→ **Action item**
From the records beneath, determine how many lines contain "secondary" and report only that figure.

→ **Raw data**
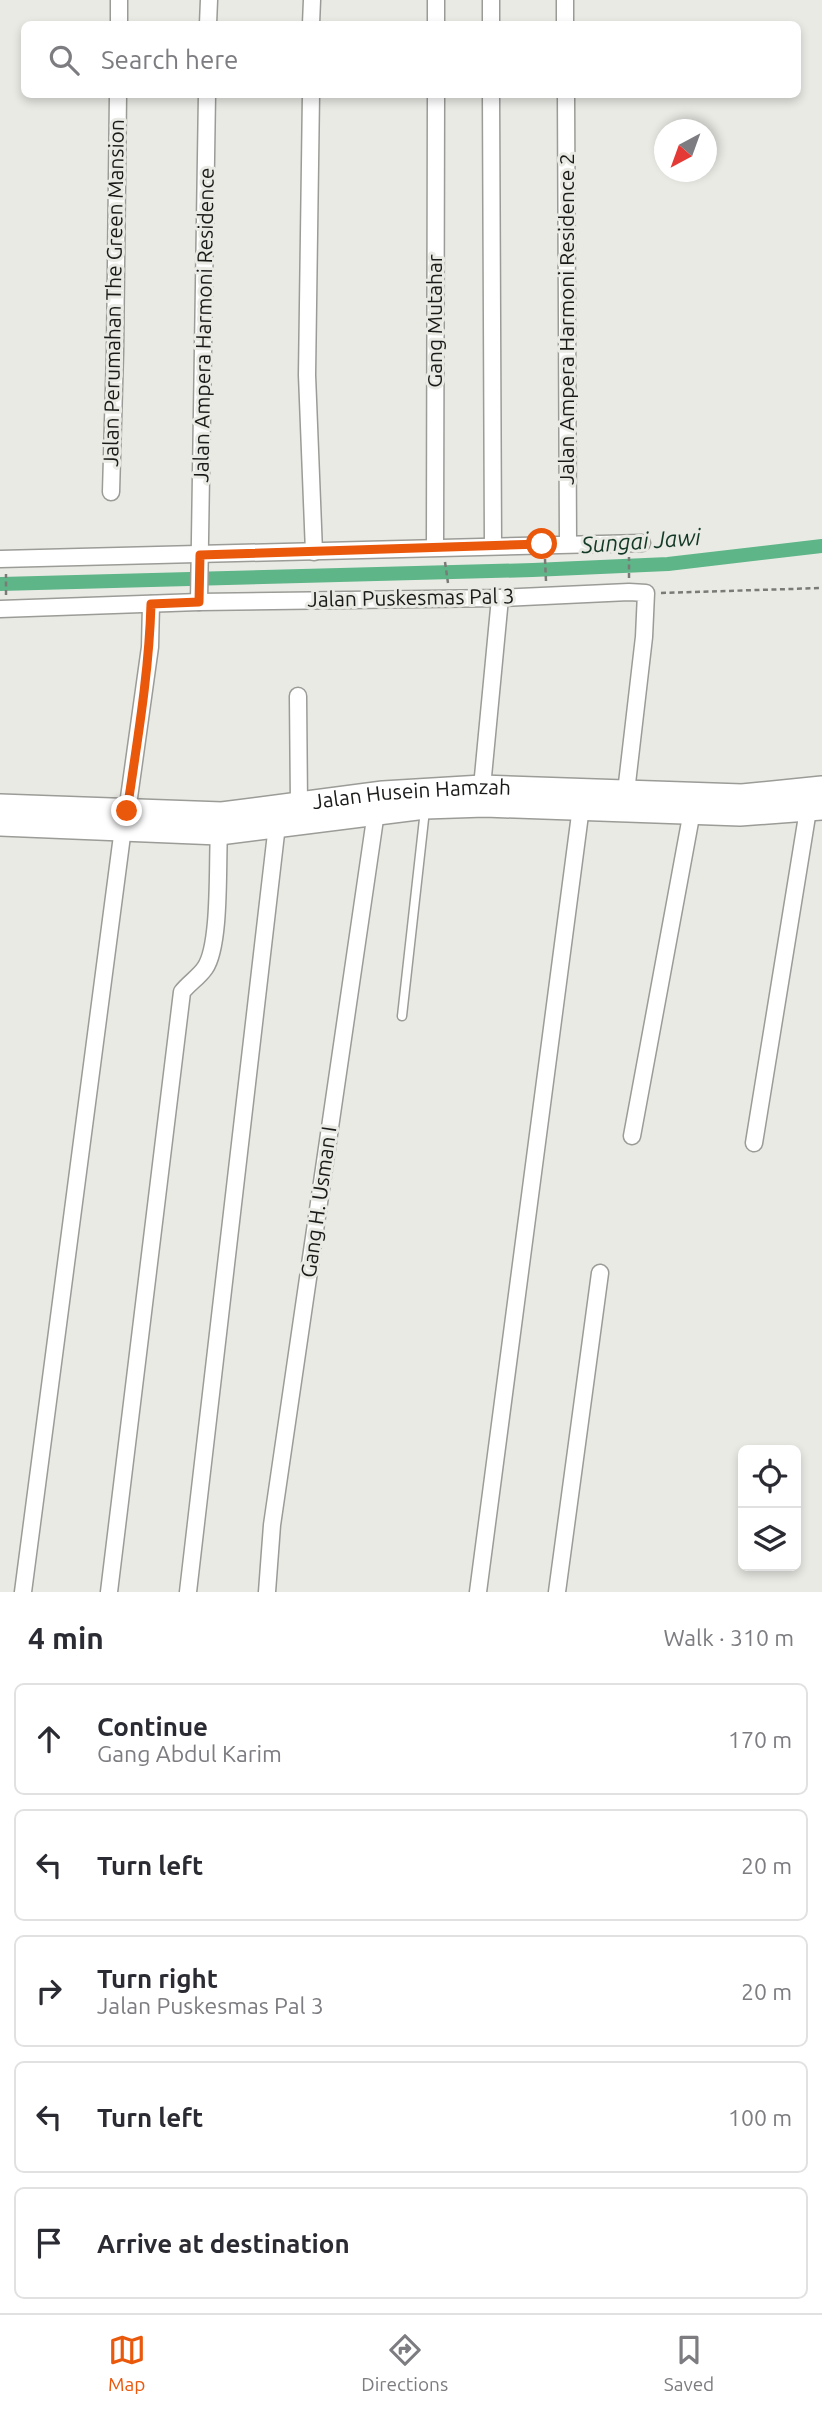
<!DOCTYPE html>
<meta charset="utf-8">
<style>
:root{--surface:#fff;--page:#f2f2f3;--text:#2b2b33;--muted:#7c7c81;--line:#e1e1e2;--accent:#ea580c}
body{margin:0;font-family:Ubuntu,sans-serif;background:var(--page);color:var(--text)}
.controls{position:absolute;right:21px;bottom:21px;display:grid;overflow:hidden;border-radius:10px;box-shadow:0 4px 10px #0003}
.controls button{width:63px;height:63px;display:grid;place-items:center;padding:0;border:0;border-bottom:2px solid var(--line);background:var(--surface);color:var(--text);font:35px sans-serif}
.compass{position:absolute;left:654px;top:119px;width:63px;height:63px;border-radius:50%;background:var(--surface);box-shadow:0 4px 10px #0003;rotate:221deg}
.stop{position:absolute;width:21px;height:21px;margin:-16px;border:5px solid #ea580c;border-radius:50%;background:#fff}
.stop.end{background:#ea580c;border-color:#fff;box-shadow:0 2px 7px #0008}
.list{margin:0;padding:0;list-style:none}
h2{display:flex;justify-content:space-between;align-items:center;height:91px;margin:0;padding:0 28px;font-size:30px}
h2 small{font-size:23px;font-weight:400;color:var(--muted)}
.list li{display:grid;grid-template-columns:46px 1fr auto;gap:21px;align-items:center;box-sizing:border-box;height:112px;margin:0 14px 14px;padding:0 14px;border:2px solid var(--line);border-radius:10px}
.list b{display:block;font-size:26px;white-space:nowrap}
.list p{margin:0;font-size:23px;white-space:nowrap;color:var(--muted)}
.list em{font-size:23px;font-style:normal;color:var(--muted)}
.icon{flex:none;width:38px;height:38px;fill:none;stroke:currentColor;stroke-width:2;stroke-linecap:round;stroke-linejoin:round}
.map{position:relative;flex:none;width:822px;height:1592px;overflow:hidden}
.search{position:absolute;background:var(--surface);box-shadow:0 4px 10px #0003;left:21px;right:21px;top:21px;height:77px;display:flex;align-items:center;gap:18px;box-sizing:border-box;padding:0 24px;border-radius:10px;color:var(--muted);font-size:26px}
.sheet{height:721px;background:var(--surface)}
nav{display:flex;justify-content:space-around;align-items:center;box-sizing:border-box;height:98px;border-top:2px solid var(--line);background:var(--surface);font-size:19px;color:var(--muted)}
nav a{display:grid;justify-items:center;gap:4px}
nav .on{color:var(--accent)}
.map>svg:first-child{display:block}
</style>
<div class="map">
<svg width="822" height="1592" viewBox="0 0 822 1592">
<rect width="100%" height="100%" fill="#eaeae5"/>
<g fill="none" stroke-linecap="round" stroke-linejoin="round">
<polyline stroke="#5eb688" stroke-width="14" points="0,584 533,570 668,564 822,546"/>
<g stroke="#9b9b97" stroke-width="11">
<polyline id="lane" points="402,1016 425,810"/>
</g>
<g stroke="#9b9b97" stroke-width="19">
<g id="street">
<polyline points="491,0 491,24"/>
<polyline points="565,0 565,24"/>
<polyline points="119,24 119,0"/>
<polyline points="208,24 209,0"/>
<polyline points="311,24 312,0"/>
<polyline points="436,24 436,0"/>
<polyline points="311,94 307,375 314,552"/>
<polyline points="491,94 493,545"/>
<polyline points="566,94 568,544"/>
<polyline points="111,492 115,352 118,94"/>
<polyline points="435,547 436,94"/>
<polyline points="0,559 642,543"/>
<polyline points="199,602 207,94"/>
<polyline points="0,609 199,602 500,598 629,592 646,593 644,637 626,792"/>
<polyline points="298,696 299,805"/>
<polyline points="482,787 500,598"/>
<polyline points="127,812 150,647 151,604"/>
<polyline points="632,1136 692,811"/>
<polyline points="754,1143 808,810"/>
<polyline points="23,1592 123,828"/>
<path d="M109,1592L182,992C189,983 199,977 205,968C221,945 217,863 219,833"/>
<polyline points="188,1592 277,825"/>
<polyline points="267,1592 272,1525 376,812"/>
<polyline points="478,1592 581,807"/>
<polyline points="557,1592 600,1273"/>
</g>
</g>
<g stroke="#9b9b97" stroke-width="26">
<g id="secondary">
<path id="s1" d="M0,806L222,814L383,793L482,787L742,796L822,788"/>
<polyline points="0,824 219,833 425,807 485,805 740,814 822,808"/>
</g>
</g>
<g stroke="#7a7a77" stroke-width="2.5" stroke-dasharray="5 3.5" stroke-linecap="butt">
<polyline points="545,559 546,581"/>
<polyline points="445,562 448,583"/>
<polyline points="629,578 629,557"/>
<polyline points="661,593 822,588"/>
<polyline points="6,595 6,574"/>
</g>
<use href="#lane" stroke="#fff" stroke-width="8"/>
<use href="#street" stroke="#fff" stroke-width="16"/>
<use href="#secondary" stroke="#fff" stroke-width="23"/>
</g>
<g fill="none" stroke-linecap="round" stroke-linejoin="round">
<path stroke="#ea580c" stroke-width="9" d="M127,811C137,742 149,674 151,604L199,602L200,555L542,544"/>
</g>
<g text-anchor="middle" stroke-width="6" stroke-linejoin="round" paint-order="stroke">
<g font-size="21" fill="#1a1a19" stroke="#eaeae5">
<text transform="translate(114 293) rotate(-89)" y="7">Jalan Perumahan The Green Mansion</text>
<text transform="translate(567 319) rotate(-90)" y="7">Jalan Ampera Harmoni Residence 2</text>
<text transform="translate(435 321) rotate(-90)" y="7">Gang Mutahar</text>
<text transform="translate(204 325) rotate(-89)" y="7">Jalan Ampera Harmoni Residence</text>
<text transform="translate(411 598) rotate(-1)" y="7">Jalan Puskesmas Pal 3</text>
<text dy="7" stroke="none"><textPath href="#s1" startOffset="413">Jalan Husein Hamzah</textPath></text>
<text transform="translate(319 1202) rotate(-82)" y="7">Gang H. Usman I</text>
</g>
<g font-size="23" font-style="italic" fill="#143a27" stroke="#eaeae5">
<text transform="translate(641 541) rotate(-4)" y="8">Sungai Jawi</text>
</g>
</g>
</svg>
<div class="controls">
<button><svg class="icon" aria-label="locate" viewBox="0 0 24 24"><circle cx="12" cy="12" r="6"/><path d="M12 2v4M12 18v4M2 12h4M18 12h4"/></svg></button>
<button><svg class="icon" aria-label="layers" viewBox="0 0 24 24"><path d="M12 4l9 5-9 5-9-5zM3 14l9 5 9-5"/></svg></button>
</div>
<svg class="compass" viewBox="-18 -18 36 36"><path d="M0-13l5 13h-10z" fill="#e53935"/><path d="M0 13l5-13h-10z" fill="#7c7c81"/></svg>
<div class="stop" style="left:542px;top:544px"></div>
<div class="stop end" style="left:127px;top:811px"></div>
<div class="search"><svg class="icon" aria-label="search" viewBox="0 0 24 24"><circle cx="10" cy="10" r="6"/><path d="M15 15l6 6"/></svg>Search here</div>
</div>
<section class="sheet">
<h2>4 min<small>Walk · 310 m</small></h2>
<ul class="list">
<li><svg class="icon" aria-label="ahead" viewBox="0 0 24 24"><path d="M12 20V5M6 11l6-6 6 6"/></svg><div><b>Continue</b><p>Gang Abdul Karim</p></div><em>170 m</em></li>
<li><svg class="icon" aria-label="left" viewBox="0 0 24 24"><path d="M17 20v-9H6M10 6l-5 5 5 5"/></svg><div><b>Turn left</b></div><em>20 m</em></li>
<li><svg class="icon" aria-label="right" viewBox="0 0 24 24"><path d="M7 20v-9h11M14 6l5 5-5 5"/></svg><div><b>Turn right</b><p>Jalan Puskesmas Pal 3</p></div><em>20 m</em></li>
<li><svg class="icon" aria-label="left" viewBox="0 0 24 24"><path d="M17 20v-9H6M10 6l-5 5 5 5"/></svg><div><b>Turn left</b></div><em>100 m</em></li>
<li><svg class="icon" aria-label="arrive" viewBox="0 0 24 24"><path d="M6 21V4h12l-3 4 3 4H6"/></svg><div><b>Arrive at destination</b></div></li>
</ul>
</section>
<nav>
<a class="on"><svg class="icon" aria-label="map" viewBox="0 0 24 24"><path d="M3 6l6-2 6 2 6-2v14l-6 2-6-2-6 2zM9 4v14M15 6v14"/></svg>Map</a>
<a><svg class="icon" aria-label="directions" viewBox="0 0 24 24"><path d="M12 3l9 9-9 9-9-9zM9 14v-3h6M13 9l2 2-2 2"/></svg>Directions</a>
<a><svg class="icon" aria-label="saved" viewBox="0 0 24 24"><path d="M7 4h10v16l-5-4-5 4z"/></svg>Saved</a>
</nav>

→ **Solved problem**
2